Goal of the exercise → Within the entries below, every line containing "PARALELA" is to be copied.

[Input data Boundary: Start]

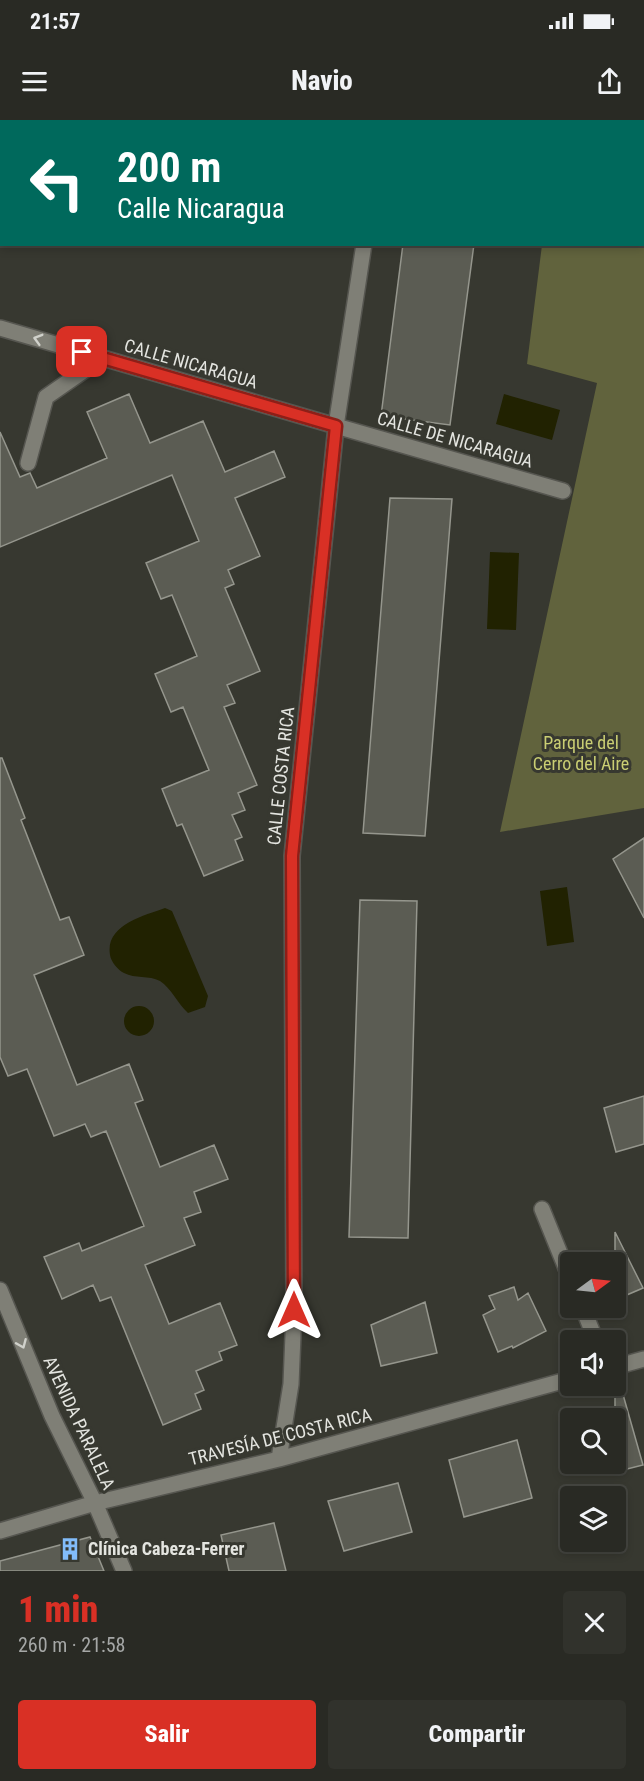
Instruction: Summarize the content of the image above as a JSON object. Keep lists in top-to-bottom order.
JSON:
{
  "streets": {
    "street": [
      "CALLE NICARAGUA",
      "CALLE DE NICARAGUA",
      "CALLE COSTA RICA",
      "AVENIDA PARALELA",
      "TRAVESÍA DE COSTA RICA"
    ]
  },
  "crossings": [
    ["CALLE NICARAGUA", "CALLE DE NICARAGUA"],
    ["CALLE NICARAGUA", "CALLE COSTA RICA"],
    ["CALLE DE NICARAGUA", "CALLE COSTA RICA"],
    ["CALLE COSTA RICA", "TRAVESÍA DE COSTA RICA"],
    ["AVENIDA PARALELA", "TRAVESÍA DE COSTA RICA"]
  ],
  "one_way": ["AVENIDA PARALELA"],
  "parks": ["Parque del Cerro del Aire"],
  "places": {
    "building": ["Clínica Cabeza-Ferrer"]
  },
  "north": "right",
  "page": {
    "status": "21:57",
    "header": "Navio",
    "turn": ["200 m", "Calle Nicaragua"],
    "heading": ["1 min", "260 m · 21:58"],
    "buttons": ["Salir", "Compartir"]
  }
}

[Input data Boundary: End]

Expected answer →
      "AVENIDA PARALELA",
    ["AVENIDA PARALELA", "TRAVESÍA DE COSTA RICA"]
  "one_way": ["AVENIDA PARALELA"],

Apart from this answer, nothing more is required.